*Aim of the task*:
Copy every line of the data that contains the string "picture".

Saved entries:
---+---

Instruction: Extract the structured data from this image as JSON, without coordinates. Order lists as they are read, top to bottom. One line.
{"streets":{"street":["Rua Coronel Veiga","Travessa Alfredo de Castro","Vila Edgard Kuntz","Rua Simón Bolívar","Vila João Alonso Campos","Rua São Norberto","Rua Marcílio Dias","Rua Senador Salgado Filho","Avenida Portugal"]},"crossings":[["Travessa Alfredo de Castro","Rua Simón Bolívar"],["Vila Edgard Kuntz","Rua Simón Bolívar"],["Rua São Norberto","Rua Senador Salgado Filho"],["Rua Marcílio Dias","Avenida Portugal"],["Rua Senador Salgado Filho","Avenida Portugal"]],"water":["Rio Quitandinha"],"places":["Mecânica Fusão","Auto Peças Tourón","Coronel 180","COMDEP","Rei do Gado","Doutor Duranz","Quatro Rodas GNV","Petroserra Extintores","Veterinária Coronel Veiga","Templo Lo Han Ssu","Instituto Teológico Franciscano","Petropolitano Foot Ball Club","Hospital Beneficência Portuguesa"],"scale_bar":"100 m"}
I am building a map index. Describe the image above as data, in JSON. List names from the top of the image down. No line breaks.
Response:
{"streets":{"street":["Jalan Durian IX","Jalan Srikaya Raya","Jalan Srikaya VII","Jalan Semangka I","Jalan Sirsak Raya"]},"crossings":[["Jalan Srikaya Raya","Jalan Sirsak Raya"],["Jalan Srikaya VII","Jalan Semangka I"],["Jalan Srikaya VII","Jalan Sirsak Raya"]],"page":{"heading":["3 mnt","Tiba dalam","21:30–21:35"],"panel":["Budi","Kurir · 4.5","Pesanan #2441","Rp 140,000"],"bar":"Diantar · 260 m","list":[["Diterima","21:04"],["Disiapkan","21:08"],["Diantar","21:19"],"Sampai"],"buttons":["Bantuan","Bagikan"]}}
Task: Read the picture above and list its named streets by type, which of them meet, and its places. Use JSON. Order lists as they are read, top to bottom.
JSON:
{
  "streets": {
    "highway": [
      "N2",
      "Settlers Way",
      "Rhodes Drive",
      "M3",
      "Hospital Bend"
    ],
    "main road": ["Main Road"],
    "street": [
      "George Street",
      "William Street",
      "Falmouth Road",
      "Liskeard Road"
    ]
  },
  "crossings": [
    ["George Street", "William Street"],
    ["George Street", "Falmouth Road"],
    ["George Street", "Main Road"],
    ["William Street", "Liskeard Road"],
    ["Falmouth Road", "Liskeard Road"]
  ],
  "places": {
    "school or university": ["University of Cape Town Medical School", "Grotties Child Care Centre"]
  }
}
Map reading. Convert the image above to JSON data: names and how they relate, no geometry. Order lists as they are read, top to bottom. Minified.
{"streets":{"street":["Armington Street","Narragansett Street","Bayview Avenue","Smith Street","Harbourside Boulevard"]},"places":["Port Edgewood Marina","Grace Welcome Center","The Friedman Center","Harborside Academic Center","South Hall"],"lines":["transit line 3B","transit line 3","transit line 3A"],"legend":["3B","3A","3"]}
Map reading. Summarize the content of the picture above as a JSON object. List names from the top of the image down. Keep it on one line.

---+---

*Response for this exercise*:
Task: Read the picture above and list its named streets by type, which of them meet, and its places. Use JSON. Order lists as they are read, top to bottom.
Map reading. Summarize the content of the picture above as a JSON object. List names from the top of the image down. Keep it on one line.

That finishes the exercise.